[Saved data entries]

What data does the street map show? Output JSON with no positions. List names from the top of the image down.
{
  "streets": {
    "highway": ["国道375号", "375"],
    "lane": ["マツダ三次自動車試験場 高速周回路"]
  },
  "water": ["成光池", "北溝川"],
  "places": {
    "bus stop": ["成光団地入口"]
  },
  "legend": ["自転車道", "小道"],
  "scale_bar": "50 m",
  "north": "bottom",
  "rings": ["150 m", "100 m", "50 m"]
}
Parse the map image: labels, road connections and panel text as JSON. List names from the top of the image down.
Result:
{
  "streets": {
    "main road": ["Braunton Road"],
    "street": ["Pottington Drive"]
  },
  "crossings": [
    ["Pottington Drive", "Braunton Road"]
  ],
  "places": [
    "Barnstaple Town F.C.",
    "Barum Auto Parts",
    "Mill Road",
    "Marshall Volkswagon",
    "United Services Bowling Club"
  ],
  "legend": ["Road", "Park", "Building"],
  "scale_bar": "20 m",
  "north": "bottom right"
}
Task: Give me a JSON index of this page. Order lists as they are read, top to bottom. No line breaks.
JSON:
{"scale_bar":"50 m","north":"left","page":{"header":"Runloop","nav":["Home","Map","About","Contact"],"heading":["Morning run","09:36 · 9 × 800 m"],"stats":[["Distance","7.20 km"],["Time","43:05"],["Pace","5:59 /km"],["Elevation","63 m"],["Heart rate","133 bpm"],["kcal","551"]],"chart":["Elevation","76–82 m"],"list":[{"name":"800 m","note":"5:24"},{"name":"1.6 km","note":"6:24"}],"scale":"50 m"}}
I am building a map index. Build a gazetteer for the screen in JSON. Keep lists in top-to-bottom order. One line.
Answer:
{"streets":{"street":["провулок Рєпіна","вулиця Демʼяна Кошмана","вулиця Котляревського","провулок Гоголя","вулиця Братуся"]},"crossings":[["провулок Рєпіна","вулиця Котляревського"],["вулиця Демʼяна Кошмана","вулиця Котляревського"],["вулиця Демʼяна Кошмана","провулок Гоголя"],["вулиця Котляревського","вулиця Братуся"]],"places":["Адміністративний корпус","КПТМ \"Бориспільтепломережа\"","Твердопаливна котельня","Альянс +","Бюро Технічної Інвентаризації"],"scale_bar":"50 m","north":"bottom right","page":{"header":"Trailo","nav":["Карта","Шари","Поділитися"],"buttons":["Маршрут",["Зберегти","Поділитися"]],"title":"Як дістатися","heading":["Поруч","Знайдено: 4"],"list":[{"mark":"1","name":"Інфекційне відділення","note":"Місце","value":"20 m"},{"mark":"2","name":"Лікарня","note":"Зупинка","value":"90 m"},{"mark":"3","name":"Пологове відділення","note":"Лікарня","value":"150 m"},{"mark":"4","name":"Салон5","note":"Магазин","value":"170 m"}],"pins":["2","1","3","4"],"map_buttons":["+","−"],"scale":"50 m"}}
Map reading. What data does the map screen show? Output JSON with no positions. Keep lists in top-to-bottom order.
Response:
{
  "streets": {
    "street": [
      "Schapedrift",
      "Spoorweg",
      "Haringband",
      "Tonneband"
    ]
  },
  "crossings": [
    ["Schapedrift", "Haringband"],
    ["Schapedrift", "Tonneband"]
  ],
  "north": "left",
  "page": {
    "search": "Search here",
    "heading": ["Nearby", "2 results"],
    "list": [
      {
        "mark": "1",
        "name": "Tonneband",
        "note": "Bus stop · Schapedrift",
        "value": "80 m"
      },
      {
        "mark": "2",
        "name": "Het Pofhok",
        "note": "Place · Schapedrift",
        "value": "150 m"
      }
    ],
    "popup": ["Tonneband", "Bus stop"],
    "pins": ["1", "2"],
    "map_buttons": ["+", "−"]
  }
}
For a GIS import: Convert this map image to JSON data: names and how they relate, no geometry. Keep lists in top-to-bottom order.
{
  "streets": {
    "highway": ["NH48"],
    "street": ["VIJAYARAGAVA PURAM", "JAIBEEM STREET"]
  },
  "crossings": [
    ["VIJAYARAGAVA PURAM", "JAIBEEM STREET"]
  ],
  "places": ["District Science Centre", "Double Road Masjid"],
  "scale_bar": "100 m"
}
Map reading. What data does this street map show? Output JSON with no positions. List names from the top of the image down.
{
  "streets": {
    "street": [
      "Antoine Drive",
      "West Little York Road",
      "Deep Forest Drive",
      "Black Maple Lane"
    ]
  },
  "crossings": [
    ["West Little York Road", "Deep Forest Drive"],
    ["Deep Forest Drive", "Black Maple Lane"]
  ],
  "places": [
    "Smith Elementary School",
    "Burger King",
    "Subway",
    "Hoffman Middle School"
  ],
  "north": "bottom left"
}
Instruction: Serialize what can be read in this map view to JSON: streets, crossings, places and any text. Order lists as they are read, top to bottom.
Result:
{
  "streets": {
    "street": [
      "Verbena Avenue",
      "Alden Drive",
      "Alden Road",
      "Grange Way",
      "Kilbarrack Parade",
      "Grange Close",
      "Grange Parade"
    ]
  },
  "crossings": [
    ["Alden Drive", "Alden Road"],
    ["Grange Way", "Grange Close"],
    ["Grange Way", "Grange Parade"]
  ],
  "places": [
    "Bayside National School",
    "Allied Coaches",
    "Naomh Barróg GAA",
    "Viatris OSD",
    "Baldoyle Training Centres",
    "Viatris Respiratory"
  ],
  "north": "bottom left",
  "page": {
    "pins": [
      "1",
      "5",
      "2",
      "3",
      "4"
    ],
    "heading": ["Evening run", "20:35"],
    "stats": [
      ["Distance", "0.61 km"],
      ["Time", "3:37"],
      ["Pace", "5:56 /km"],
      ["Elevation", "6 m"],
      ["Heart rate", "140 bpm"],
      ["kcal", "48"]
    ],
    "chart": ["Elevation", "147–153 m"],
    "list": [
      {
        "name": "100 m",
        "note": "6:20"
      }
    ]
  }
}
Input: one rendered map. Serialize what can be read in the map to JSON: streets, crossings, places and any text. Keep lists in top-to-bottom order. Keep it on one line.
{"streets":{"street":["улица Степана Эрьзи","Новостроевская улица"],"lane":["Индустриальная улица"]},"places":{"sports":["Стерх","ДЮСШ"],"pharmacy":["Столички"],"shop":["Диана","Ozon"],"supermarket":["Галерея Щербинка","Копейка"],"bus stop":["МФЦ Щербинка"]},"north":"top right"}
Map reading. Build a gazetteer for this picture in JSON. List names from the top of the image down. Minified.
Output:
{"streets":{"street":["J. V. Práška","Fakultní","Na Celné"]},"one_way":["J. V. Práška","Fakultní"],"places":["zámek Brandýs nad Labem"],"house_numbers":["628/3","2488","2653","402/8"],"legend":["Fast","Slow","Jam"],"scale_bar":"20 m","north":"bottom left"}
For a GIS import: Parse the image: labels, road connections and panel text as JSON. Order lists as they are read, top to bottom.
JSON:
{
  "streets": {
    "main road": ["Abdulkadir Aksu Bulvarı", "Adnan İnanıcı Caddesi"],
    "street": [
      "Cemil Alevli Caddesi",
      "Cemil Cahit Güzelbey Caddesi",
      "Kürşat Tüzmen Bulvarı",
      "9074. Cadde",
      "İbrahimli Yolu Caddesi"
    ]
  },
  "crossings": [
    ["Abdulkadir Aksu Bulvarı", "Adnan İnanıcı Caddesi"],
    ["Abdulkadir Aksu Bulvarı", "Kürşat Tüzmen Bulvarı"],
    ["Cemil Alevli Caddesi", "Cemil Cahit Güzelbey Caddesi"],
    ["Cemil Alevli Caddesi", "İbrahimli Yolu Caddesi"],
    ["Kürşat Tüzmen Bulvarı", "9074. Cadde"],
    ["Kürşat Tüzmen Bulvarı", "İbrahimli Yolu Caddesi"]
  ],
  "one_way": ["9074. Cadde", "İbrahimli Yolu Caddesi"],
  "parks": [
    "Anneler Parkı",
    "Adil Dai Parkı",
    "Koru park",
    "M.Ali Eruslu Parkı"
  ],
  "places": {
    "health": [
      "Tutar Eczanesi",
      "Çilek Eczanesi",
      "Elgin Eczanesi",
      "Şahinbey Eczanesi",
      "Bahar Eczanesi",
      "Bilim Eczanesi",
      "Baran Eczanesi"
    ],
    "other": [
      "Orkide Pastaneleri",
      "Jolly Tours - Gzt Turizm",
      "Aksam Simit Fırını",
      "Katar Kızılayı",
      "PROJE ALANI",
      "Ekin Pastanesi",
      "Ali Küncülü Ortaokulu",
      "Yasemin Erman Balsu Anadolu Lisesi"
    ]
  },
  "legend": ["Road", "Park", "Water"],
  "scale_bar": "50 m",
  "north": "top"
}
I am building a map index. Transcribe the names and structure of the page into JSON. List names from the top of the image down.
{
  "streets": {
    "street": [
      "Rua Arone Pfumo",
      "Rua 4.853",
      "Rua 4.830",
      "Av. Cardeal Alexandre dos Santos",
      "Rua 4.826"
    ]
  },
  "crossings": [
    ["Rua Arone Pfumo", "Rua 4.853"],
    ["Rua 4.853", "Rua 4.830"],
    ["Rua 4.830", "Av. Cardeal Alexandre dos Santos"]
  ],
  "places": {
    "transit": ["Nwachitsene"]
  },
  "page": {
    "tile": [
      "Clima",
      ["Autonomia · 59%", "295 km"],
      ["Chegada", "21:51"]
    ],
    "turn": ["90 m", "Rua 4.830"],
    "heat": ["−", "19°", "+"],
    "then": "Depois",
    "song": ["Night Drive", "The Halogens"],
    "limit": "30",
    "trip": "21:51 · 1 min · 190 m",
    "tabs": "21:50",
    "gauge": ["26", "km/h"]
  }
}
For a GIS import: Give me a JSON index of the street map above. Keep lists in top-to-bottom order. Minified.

DIRECTIONS: Starting from the records above, copy each line where the string "panel" is found.

EXERCISE RESULT:
Parse the map image: labels, road connections and panel text as JSON. List names from the top of the image down.
For a GIS import: Parse the image: labels, road connections and panel text as JSON. Order lists as they are read, top to bottom.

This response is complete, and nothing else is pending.